INFORMATION GIVEN =>
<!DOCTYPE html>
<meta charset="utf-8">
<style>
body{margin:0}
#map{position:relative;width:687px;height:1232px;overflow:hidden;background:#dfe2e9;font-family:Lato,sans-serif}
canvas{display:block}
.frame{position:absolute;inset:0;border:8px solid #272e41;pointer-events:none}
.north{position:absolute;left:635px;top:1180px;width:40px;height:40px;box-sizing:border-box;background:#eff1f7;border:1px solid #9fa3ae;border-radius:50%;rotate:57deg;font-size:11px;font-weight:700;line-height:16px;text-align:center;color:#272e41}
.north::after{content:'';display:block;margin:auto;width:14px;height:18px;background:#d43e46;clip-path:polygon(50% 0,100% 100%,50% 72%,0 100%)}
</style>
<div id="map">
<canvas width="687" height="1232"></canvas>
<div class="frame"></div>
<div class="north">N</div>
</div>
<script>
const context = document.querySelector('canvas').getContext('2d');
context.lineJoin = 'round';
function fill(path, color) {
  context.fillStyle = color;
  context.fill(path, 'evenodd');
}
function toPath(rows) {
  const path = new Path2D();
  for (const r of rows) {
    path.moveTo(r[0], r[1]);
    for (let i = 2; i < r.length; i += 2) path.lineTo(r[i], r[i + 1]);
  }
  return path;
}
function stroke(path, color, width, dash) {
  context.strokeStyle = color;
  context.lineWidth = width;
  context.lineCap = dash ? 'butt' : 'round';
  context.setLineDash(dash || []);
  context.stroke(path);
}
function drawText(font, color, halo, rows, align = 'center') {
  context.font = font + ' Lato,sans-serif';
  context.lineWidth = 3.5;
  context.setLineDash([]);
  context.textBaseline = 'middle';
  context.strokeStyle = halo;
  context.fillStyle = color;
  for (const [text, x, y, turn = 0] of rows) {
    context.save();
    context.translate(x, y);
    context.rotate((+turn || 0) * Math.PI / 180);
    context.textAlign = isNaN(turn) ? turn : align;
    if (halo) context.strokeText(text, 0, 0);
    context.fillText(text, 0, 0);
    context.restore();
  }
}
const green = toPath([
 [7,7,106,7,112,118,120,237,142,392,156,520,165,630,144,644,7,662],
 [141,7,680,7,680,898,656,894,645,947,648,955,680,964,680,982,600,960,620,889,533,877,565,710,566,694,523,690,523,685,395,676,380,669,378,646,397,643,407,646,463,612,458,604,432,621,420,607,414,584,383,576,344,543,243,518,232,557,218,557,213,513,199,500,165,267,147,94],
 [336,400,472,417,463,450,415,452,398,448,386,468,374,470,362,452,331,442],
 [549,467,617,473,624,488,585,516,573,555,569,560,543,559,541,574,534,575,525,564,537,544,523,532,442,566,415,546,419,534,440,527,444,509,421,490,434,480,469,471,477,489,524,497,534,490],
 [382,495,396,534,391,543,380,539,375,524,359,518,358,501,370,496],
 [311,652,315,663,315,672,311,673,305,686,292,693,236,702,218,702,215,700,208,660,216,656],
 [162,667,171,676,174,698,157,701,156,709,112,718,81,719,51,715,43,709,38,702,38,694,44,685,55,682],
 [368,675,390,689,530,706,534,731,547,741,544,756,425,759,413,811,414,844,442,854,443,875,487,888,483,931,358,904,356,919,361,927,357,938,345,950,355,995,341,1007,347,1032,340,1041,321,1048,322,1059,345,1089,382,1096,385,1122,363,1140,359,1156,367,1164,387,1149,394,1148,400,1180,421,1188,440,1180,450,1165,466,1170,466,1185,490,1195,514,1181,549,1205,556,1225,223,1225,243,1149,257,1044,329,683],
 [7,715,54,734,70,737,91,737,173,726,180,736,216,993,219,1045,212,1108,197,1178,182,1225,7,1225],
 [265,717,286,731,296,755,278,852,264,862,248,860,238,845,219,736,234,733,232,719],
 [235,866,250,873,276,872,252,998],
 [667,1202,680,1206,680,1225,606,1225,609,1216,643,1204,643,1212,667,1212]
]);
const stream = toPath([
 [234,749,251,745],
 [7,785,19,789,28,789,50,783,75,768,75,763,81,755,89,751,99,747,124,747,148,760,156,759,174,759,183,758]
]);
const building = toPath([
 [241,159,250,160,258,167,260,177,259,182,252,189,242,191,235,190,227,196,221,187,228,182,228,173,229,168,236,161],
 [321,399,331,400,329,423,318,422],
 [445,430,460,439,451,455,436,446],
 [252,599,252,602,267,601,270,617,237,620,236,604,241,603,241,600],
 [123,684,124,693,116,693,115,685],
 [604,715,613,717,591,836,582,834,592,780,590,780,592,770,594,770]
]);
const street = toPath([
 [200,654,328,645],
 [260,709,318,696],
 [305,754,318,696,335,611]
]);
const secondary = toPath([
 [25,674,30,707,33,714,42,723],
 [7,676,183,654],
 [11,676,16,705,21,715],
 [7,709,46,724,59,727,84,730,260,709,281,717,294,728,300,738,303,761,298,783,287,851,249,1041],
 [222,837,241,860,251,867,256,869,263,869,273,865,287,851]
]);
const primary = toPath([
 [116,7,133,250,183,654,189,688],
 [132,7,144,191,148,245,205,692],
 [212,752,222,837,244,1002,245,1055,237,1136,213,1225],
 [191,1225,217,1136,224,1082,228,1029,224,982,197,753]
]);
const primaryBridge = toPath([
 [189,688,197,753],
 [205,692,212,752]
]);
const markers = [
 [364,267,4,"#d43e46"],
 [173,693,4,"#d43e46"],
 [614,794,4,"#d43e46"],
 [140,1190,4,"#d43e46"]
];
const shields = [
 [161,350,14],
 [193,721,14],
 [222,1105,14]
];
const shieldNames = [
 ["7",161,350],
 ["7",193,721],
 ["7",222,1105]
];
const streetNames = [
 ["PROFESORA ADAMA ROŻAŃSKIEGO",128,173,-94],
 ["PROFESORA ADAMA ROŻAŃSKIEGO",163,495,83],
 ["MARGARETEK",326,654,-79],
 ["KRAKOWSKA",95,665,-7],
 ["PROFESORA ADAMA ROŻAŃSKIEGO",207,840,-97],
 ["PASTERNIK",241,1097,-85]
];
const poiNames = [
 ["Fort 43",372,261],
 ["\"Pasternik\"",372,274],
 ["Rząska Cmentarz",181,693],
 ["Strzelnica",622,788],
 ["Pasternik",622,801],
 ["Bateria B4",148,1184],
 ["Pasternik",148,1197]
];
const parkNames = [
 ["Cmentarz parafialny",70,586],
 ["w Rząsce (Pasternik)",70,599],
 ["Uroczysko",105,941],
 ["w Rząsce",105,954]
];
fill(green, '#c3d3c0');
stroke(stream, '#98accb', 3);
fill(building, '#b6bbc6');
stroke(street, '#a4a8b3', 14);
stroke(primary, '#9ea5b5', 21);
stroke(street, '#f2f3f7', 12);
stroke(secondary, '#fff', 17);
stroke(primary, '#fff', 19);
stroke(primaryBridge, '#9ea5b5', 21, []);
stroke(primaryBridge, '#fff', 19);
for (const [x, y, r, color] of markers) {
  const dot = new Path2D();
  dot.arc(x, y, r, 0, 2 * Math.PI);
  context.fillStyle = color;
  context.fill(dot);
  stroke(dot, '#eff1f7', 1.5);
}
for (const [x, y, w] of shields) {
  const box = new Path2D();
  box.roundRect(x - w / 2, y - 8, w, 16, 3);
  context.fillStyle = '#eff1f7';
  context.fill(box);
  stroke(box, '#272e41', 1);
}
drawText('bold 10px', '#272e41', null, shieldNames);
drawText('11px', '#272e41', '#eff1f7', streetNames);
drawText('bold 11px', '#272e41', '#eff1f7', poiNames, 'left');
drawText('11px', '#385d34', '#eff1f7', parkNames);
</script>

TASK TO COMPLETE => What you give back should be exactly the lines of the data above from the line with "function stroke(path, color, width, dash)" through the line with "context.translate(x, y);", both of those included, and nothing more.

RESPONSE FOR THIS EXERCISE =>
function stroke(path, color, width, dash) {
  context.strokeStyle = color;
  context.lineWidth = width;
  context.lineCap = dash ? 'butt' : 'round';
  context.setLineDash(dash || []);
  context.stroke(path);
}
function drawText(font, color, halo, rows, align = 'center') {
  context.font = font + ' Lato,sans-serif';
  context.lineWidth = 3.5;
  context.setLineDash([]);
  context.textBaseline = 'middle';
  context.strokeStyle = halo;
  context.fillStyle = color;
  for (const [text, x, y, turn = 0] of rows) {
    context.save();
    context.translate(x, y);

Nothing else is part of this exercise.